E foi a interpretação dos babilônios que evidenciou a solidão de Marduk. A sensação de poça de água agradou Marduk, mas preocupou os babilônios a solidão, e mais que a solidão, ter Marduk gostado dela. Ninguém podia gostar de verdade de ser uma poça de água. Falta algo. Por isso construíram um zigurate para que Marduk habitasse o templo em seu topo, no meio do burburinho do povo lá embaixo, e toda a gente da Mesopotâmia pudesse endeusá-lo. Durante milênios alternaram sacerdotisas no alto do zigurate da Babilônia: uma pela manhã, para amar Marduk; outra à tardinha, para conversar com ele; e a terceira após o anoitecer, para aquecer o leito do templo. Para os babilônios três sacerdotisas eram necessárias para a felicidade de Marduk — e uma pia de granito onde ele repousar.

Quando Nabucodonosor II conquistou o Reino de Judá, os hebreus foram exilados na Babilônia. Lá conheceram e sonharam a poça de água sobre granito. Sua interpretação foi sucinta.
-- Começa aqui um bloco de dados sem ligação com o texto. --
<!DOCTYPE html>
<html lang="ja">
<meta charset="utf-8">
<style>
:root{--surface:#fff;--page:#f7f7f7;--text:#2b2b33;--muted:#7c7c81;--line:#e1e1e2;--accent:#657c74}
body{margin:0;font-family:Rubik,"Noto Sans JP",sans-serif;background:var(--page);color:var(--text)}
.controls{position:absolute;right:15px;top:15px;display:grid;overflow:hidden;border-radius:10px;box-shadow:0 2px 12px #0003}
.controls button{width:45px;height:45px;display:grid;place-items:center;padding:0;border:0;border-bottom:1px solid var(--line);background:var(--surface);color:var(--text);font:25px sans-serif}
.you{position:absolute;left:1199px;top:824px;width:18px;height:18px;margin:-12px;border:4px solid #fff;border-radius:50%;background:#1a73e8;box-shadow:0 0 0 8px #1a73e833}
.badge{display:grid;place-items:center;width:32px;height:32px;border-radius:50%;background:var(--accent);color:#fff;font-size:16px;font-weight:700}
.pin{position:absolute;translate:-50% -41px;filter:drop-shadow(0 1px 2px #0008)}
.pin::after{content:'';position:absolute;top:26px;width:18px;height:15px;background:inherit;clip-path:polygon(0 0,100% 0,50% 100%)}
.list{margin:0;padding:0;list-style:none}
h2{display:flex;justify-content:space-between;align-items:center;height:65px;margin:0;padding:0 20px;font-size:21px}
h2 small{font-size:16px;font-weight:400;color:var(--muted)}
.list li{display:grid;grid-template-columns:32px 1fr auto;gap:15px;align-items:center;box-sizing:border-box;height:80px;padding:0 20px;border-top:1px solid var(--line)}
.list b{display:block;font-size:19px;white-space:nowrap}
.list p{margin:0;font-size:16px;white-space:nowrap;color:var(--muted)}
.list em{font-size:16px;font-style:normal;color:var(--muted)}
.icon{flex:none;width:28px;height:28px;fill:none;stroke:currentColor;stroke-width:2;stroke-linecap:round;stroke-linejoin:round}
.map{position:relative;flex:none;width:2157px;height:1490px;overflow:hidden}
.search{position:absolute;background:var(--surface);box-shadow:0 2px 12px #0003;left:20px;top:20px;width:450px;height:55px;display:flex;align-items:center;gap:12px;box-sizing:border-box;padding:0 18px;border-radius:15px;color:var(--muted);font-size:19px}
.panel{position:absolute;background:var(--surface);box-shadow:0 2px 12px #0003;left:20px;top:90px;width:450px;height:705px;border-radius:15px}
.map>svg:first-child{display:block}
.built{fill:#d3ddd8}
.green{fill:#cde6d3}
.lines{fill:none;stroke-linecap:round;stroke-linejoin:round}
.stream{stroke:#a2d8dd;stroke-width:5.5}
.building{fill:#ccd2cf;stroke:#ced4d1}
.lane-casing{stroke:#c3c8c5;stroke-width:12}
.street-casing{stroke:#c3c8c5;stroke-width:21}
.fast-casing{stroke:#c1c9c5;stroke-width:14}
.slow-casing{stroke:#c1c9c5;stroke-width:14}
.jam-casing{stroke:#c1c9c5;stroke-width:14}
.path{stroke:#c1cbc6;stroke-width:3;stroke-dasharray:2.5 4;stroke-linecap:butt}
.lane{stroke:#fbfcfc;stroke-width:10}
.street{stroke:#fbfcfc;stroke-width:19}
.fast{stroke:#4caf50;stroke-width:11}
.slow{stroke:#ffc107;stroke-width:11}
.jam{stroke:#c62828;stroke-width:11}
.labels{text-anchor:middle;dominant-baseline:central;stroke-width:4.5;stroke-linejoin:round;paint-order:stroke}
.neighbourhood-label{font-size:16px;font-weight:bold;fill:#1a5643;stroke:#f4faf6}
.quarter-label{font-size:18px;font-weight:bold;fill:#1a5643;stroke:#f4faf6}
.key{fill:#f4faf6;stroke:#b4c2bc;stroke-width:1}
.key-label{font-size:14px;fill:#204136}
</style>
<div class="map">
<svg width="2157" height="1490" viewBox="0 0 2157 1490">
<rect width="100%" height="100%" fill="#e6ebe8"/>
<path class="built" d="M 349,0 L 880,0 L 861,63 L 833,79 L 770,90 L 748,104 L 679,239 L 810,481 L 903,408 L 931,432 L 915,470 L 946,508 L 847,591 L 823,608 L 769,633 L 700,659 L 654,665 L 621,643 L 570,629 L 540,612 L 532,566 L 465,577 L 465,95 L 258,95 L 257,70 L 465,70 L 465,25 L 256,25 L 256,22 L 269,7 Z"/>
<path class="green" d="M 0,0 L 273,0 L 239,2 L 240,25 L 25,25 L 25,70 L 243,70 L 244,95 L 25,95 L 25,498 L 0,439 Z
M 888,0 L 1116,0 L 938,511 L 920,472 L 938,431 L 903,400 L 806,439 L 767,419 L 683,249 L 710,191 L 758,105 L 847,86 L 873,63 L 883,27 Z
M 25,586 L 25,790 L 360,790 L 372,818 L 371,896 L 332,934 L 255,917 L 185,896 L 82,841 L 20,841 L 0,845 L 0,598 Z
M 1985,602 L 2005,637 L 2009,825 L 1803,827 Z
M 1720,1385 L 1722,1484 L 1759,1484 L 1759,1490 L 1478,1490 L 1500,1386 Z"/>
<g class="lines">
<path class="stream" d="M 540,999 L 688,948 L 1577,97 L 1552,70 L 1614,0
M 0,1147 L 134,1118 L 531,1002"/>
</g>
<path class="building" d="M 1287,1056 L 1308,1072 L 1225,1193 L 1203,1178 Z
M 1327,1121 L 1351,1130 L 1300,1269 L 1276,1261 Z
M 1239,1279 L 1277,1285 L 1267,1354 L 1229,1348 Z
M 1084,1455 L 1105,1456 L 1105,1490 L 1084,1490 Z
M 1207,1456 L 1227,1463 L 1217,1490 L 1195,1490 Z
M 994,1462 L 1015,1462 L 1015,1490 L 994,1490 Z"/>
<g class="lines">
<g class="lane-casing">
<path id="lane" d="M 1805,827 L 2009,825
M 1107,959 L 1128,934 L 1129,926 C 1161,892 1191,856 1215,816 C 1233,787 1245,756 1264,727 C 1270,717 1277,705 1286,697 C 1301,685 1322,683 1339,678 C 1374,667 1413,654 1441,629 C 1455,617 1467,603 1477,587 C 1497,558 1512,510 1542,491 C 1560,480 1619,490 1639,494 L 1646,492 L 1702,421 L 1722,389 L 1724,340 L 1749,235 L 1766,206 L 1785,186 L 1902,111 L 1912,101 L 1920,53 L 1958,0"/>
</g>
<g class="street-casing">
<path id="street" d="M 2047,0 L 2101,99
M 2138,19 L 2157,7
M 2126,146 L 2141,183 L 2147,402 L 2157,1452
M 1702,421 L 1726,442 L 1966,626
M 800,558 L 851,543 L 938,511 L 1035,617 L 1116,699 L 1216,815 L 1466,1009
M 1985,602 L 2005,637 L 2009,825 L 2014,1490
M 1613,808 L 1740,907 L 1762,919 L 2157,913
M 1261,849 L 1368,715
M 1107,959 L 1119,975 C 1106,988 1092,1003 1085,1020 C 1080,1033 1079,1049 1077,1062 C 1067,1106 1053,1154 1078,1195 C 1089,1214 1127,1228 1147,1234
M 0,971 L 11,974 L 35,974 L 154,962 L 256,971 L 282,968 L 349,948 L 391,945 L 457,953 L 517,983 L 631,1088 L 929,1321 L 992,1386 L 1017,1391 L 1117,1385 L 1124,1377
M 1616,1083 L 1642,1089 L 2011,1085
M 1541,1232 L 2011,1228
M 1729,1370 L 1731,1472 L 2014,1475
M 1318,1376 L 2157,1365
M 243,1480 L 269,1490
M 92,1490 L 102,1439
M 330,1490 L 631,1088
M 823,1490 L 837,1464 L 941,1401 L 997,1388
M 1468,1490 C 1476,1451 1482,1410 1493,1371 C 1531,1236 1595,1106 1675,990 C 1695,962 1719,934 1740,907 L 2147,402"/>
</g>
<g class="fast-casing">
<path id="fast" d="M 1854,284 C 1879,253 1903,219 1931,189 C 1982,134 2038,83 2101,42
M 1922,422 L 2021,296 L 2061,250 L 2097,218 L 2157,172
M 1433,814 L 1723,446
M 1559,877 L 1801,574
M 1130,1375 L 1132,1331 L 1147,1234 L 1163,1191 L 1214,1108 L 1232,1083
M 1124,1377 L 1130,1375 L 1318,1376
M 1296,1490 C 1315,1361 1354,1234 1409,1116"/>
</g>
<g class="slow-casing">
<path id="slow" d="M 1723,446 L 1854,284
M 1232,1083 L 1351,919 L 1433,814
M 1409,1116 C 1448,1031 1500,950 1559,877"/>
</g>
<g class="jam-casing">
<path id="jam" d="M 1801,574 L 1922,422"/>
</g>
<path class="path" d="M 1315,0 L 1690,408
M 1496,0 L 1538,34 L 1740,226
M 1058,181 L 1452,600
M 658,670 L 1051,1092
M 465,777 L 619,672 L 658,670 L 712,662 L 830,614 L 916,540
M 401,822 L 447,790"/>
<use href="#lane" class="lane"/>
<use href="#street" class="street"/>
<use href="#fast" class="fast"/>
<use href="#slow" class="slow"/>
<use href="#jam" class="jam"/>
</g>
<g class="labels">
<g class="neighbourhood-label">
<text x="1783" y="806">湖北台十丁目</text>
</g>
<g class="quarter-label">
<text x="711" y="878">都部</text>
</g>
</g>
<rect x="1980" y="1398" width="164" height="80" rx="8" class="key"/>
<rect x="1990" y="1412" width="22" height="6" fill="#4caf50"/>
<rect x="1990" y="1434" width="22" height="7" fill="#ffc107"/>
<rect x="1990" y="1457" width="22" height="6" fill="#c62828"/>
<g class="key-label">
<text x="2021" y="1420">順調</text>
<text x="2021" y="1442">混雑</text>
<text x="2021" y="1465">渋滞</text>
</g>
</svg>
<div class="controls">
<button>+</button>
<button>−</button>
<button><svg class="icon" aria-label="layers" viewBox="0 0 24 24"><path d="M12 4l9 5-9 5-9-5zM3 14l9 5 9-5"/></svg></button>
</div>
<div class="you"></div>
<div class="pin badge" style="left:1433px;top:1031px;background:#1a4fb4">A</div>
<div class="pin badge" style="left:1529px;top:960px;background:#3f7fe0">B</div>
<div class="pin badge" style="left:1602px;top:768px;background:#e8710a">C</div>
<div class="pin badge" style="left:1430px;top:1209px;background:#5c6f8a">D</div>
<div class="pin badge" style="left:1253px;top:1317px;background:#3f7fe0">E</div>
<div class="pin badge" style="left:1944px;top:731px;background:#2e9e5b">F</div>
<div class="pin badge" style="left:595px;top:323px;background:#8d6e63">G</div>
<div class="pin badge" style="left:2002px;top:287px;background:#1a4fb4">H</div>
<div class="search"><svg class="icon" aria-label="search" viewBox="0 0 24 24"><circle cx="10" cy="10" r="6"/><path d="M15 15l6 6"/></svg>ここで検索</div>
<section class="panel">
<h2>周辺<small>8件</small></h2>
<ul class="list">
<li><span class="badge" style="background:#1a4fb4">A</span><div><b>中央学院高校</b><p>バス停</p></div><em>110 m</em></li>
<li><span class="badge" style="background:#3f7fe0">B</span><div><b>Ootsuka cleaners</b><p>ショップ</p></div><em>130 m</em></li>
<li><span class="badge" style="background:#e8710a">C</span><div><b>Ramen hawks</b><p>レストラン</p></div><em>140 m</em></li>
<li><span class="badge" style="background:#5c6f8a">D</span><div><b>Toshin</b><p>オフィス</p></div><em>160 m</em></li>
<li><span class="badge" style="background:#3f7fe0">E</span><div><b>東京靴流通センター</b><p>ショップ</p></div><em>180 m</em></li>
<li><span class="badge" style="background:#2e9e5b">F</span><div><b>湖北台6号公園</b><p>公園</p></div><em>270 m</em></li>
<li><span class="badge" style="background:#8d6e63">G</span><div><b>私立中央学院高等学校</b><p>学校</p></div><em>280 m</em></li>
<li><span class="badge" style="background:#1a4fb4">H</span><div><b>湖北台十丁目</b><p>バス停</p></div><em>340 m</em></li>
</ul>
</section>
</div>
Resume-se no segundo versículo do Gênesis: “A terra, porém, estava vazia, e as trevas cobriam a face do abismo, e o Espírito de Deus movia-se sobre as águas.” Para os hebreus, era bom o sentimento da poça porque Deus paira sobre ela.

Muitos outros sonhadores ainda vão refletir sobre o significado do sonho até ele ser decifrado. Estudarão a natureza da água, suas propriedades, solvência, capilaridade, tensão superficial. Examinarão a evaporação da gota de café sobre a mesa da copa: como o café se acumula em uma borda marrom à medida que a água evapora. Descobrirão que a erva de arinho suga a seiva do jacarandá, e uma vez que o fluxo de água até as folhas seja interrompido, o galho morre, apodrece e tomba.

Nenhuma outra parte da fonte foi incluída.